- The paper introduces SRMT, a model that pools agents’ memories to enable decentralized coordination in multi-agent reinforcement learning tasks.
- It integrates self-attention and cross-attention modules to fuse individual observations with global context, significantly improving pathfinding performance.
- Experimental results show SRMT's superior generalization and scalability in lifelong MAPF, outperforming traditional MARL methods in sparse reward scenarios.
An Analysis of "SRMT: Shared Memory for Multi-agent Lifelong Pathfinding"
Introduction
The paper "SRMT: Shared Memory for Multi-agent Lifelong Pathfinding" (2501.13200) proposes the Shared Recurrent Memory Transformer (SRMT), a novel architecture aimed at improving coordination among agents in multi-agent reinforcement learning (MARL) settings. Unlike traditional methods requiring explicit communication protocols, SRMT facilitates implicit information exchange using shared memory, enhancing agents' ability to collaborate effectively in environments without centralized control.
The study builds upon existing transformer-based memory architectures, extending them into multi-agent settings. Previous approaches in MARL, such as MAMBA, QPLEX, and ATM, rely heavily on explicit communication or centralized training frameworks. In contrast, SRMT enables decentralized coordination by pooling individual agent memories into a globally accessible space, merging insights from cognitive theory with practical MARL applications.
SRMT Architecture
SRMT enhances the memory transformer architecture by integrating a shared memory mechanism, leveraging self-attention and cross-attention modules to process both individual and collective information. At each time step, agents access a pooled memory, which is subsequently updated based on their observations and actions. This setup allows agents to retain context and make informed decisions without explicit inter-agent communication.

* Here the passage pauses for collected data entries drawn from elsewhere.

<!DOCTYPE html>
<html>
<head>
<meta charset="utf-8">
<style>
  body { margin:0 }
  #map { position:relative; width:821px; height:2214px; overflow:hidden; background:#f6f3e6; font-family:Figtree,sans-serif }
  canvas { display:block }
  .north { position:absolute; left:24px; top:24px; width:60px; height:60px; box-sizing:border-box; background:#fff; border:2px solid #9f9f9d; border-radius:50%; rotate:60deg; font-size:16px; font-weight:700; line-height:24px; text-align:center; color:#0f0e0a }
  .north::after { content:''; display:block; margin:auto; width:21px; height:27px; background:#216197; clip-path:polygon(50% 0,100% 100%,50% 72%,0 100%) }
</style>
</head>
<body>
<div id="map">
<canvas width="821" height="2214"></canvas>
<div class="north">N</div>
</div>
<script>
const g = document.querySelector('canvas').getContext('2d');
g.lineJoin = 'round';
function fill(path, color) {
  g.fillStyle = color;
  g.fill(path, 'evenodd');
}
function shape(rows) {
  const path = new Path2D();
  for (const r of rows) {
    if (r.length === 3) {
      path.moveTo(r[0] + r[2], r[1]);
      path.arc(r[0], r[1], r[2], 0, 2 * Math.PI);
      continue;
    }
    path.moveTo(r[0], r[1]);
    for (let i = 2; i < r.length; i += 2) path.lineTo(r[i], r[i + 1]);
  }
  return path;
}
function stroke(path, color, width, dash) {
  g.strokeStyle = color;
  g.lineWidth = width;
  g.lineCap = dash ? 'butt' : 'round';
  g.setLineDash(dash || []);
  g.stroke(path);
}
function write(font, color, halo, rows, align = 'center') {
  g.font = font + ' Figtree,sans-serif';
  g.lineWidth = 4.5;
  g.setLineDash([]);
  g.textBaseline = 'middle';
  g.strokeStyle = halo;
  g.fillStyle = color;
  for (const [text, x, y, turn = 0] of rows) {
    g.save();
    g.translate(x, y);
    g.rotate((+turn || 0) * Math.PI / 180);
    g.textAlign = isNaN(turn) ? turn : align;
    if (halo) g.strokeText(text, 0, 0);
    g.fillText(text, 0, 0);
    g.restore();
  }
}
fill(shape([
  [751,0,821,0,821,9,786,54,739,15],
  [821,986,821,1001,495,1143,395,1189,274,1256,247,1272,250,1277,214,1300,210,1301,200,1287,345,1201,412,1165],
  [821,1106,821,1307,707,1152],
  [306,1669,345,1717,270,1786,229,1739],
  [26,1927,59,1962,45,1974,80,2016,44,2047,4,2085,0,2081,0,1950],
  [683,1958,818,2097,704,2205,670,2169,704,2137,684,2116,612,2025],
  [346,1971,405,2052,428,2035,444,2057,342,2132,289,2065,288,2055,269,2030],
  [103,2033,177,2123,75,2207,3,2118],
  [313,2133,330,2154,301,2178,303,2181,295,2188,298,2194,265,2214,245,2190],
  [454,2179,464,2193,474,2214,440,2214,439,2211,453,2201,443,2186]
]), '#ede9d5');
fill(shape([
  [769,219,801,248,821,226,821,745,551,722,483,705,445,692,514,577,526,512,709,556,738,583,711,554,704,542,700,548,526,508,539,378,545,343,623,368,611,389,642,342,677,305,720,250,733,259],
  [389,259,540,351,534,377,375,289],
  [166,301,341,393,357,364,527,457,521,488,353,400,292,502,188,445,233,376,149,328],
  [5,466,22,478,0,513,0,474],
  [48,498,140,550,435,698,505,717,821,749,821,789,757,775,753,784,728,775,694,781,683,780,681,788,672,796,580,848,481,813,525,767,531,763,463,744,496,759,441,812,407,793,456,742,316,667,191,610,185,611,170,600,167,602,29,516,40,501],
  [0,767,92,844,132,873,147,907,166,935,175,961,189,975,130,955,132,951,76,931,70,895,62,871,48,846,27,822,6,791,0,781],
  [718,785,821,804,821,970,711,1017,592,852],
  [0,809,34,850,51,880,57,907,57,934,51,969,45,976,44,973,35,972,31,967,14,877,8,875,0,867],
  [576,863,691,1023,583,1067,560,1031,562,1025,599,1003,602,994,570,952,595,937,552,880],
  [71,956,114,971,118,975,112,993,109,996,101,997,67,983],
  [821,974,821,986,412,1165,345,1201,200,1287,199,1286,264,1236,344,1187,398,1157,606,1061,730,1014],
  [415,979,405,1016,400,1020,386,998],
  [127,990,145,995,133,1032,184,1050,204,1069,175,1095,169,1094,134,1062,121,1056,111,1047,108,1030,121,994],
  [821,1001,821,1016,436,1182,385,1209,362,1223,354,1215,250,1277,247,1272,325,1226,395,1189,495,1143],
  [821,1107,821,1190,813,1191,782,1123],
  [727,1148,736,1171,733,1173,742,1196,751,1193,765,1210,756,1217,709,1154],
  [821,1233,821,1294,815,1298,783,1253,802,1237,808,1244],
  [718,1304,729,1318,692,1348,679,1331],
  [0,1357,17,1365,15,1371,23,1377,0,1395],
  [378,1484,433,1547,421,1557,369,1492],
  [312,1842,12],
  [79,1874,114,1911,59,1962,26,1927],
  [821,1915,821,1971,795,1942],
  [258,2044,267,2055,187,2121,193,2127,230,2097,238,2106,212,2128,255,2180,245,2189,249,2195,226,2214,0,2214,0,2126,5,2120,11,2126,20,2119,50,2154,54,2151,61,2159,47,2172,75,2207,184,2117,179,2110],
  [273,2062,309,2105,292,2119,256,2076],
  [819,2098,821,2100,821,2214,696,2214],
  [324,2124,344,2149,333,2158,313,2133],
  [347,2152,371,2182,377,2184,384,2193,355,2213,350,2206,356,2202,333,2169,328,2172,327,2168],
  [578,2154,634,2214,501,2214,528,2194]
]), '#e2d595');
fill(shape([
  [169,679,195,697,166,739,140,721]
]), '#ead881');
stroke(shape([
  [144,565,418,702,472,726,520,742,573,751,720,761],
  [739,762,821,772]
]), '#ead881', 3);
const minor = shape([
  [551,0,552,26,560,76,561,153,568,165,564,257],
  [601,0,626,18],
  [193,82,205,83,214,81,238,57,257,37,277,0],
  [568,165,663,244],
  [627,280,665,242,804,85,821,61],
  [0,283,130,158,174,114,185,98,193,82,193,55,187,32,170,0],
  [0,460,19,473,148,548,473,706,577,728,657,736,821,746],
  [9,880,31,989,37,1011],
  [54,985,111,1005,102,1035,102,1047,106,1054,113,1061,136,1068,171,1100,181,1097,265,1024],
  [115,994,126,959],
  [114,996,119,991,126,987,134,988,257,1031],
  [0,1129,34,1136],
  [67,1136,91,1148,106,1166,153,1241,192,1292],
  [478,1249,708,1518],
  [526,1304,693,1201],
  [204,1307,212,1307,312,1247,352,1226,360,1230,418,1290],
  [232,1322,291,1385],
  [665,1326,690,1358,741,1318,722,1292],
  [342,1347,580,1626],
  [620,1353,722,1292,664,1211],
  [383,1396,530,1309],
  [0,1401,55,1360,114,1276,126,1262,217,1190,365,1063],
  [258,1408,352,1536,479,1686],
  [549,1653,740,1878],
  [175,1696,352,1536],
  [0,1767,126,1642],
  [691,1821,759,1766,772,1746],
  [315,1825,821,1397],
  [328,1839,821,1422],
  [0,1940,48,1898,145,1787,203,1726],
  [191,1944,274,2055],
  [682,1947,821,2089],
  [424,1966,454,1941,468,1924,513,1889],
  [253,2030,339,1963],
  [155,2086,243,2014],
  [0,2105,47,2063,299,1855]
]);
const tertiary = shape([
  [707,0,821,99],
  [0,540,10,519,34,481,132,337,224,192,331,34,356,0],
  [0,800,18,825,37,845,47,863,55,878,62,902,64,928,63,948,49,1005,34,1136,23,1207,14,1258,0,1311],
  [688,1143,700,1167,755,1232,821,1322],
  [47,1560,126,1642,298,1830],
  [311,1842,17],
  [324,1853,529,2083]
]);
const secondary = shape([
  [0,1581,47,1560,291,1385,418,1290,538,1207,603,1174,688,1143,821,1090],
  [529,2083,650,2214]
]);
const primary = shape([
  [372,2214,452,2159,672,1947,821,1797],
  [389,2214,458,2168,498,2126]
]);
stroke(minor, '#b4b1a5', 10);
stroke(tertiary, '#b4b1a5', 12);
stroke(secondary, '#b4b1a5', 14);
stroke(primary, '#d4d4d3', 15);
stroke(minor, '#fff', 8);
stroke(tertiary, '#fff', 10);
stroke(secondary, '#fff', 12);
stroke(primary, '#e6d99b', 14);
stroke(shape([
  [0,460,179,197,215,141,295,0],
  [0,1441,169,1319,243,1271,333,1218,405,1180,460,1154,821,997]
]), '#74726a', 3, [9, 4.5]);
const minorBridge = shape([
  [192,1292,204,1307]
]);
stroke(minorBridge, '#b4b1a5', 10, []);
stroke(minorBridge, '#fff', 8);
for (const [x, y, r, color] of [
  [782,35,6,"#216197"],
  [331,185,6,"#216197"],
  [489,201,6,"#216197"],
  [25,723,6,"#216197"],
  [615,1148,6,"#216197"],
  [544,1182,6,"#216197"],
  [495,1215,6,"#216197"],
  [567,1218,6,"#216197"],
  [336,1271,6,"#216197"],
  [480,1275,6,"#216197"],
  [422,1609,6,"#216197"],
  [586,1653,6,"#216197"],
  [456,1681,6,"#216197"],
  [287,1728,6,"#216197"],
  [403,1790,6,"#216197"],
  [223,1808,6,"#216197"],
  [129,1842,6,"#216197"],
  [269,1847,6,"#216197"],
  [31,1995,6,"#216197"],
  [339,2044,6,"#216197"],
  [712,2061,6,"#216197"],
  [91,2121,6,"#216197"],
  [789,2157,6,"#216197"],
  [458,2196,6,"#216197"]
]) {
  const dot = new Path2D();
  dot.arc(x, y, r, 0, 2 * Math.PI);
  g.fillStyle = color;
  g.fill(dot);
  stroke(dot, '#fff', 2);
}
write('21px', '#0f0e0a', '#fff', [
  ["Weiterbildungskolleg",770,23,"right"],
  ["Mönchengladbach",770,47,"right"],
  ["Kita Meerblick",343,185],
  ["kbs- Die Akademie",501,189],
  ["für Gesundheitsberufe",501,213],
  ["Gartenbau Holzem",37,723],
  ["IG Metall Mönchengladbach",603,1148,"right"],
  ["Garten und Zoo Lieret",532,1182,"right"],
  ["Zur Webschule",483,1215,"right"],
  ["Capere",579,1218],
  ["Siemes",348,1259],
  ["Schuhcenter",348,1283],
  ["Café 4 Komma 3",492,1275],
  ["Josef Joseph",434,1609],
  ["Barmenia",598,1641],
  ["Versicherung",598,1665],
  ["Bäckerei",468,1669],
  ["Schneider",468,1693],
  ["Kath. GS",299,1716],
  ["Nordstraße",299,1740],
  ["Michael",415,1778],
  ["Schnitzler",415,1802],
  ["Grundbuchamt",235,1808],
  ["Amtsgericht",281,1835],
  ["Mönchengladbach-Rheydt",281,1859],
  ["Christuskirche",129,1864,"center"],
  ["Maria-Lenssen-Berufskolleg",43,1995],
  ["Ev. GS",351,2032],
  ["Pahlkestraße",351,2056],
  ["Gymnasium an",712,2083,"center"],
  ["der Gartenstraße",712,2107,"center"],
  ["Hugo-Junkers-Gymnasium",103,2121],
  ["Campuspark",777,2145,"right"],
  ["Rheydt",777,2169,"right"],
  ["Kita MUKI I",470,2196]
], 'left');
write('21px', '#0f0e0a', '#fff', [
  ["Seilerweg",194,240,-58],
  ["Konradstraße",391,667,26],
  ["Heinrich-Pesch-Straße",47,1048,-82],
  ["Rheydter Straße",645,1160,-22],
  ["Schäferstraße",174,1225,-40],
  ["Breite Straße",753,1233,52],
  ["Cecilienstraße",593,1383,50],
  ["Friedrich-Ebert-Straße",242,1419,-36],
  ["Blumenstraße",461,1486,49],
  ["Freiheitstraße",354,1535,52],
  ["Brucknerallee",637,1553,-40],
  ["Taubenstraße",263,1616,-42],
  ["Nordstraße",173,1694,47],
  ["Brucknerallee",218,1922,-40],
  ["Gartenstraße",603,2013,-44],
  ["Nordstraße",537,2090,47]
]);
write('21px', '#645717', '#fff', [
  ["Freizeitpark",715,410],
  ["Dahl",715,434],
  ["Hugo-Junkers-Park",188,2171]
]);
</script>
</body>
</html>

Figure 1: Shared Recurrent Memory Transformer architecture. SRMT pools recurrent memories memi,t​ of individual agents at a moment t and provides global access to them via cross-attention.
Experimental Evaluation
The SRMT model was evaluated using the POGEMA framework, focusing on both classical and lifelong multi-agent pathfinding (MAPF) tasks. In "Bottleneck" tasks, SRMT outperformed existing MARL and memory-based baselines, notably under sparse reward conditions where feedback was minimal. The architecture's ability to coordinate agent actions was crucial, particularly in environments requiring navigation through narrow corridors.
Figure 2: SRMT effectively solves the Bottleneck Task with different reward functions, showcasing superior performance under challenging conditions.
In lifelong MAPF scenarios, SRMT demonstrated robust generalization to unseen maps, outpacing traditional MARL baselines like MAMBA and QPLEX in terms of throughput and scalability. The incorporation of heuristic planning into SRMT further improved congestion management, implying that hybrid strategies combining learning-based and planning algorithms can significantly enhance performance in dense environments.
Figure 3: SRMT outperforms other MARL methods in different environments, showing robust generalization when evaluated on maps not seen during training.
Implications and Future Work
The SRMT presents a decentralized alternative to MARL challenges, capable of enhancing scalability and robustness in multi-agent systems. By abstracting inter-agent communication into a shared memory construct, SRMT reduces reliance on centralized coordination, facilitating deployment in real-world applications where such control is impractical. Future research might explore the integration of more sophisticated planning algorithms or extend the shared memory concept to additional MARL problem domains.
Conclusion
The introduction of SRMT marks a significant step in the evolution of multi-agent coordination strategies. By leveraging shared memory architectures, SRMT enhances the flexibility and scalability of MARL systems, paving the way for more efficient and adaptive solutions to complex pathfinding tasks. This research underscores the transformative potential of memory-augmented transformer networks in decentralized multi-agent environments, opening new avenues for theoretical exploration and practical application.